Search the listing below for "image". Copy each matching line.

(AVAILABLE DATA begins)

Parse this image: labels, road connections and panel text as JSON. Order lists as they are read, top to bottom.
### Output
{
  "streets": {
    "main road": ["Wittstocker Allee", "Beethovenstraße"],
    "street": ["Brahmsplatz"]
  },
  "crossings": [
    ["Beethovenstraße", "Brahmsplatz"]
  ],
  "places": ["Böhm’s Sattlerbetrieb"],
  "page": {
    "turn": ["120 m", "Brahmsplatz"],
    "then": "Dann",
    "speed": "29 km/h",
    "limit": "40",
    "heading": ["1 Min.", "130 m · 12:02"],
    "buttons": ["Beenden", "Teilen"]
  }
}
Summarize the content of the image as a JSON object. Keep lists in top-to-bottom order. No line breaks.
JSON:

(AVAILABLE DATA ends)
(AVAILABLE DATA begins)

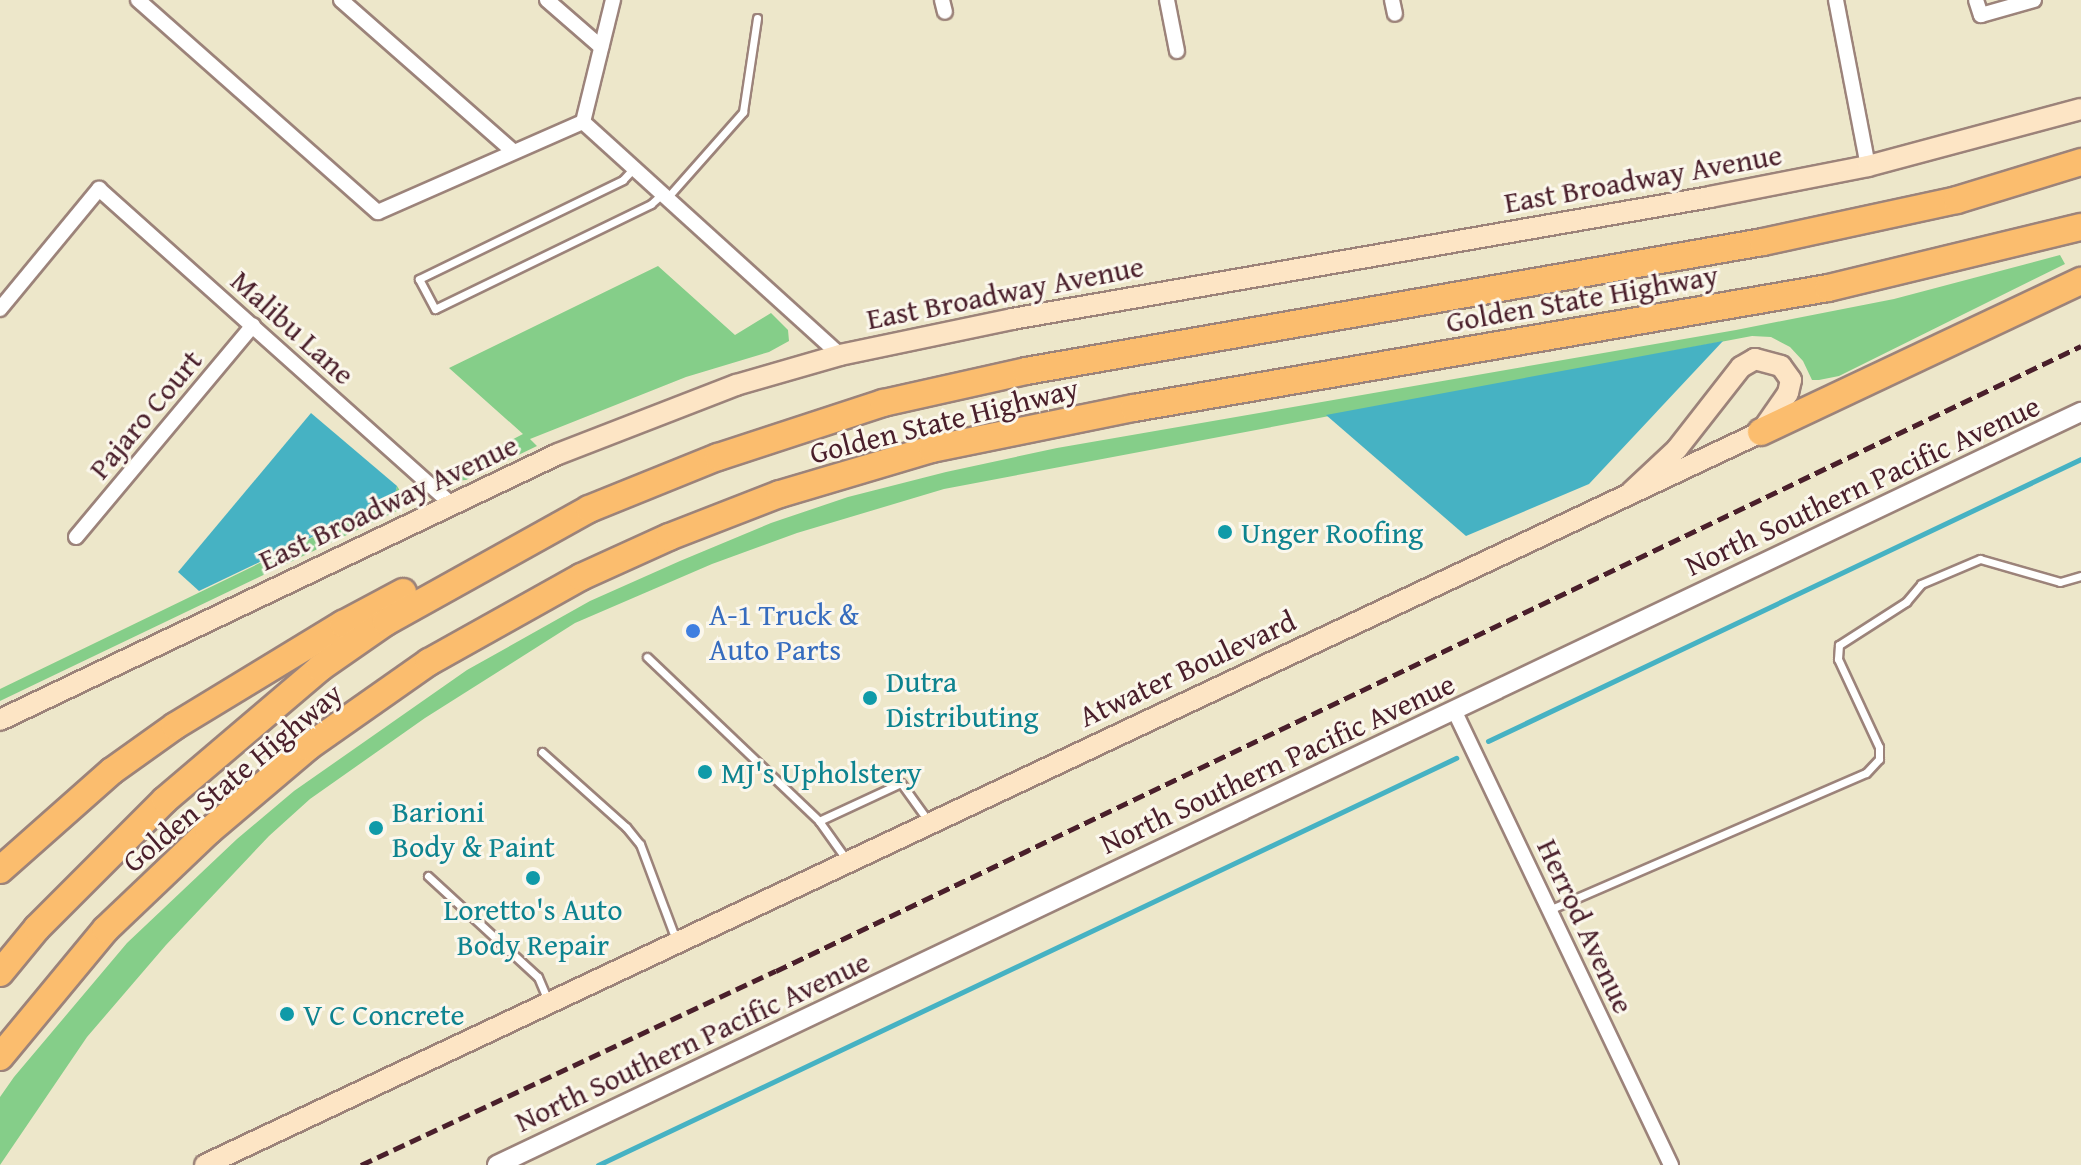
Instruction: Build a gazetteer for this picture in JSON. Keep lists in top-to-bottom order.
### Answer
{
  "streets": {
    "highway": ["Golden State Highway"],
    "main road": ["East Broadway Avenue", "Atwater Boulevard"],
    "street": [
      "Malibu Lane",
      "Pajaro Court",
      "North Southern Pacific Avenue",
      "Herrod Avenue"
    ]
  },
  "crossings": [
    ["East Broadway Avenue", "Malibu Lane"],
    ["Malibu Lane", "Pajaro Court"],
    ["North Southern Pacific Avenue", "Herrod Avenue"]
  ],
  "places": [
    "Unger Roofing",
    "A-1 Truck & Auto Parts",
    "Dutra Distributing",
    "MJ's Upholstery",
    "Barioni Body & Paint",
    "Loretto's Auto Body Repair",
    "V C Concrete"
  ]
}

(AVAILABLE DATA ends)

## RESPONSE BELOW
Parse this image: labels, road connections and panel text as JSON. Order lists as they are read, top to bottom.
Summarize the content of the image as a JSON object. Keep lists in top-to-bottom order. No line breaks.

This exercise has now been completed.